Companies continue to fire employees for legal pot use
Cyd Maurer decided to become a marijuana activist to fight the stigma recreational users like her face.

A television anchor in Oregon just lost her job for doing something completely legal in her state. Cyd Maurer, a morning weekend anchor at Eugene's ABC affiliate KEZI-TV, said she was fired after getting into a minor accident while out on the field.

Although the compassionate reaction of a company should be to make sure their employee wasn't hurt, Maurer claims that she was forced to take a drug test per company policy. She failed when the test came back positive for marijuana.

It's important to note that Maurer wasn't intoxicated during the time of the accident. Unlike alcohol, marijuana can be detected in some people for days after use. For frequent users, drug tests can show traces of the drug for weeks. Even if trace amounts of the drug can be detected in tests days later, the affects of the drug usually subside around 5 hours after use.

Of course it depends on many different factors, such as the potency of the strain, the amount smoked by the individual, or the height and weight of the person. But if someone took a massive hit one day, it's unlikely that they'll be unable to function properly the next. I know this from both scientific data and...well...personal experience. Thankfully I work for a company that understands that smoking a little of the devil's lettuce during my free time doesn't negatively impact my job performance. Alcohol does.
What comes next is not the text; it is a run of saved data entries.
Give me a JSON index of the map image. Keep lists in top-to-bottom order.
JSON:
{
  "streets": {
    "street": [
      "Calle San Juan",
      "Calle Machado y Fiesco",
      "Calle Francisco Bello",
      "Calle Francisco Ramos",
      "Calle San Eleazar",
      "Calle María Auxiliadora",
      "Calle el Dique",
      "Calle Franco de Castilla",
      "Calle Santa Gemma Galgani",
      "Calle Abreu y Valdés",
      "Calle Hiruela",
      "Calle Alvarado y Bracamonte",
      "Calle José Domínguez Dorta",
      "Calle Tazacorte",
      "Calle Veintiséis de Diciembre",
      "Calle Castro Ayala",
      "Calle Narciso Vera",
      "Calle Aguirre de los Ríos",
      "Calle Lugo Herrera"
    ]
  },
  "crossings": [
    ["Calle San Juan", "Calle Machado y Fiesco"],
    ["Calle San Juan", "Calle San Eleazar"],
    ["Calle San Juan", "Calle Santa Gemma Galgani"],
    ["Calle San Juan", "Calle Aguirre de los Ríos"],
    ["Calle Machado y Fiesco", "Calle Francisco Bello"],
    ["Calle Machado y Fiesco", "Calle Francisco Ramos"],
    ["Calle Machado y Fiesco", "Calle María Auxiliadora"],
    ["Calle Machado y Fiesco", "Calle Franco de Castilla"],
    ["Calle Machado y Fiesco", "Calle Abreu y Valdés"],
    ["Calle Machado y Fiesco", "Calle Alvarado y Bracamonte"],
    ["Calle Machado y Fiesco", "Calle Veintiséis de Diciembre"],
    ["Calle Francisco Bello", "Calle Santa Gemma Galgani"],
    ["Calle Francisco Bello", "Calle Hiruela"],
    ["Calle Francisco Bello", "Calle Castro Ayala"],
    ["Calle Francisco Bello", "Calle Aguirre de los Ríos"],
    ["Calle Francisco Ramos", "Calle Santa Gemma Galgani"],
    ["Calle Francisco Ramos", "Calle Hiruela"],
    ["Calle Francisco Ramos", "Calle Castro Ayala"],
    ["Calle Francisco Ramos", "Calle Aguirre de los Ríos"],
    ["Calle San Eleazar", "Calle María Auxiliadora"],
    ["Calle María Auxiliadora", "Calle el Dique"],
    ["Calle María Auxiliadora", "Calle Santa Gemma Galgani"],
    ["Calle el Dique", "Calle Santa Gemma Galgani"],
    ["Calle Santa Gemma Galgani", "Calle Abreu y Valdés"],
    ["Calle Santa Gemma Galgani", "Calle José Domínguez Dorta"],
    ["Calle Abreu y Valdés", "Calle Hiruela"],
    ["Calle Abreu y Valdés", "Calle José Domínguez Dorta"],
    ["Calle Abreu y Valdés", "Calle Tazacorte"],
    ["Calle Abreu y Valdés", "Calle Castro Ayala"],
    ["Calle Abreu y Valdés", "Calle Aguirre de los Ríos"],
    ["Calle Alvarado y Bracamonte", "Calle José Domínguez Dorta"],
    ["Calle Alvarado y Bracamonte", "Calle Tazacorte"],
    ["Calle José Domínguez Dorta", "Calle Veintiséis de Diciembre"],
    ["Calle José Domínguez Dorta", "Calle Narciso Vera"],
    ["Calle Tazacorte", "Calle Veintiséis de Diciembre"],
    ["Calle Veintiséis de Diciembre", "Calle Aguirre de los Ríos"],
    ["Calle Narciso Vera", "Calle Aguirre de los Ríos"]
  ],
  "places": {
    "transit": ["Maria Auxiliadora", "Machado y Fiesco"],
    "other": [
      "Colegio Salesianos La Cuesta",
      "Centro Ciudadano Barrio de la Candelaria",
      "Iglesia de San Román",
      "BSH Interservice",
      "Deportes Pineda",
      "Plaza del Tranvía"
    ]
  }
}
"I wasn't fired because I couldn't do my job. I wasn't fired because of my work ethic, my attitude, or my abilities," Maurer said. "I was fired for enjoying a plant, on my own time, in the privacy of my own home. A plant that the majority of voters in Oregon believe should be legal."

Legally, Maurer's employer was within its rights to fire her, but that doesn't mean that their company policy isn't ridiculous. Although recreational marijuana use in Oregon is perfectly legal, Measure 91, which legalized possession and consumption, does not affect existing employment law. Employers who require drug testing can continue to do so.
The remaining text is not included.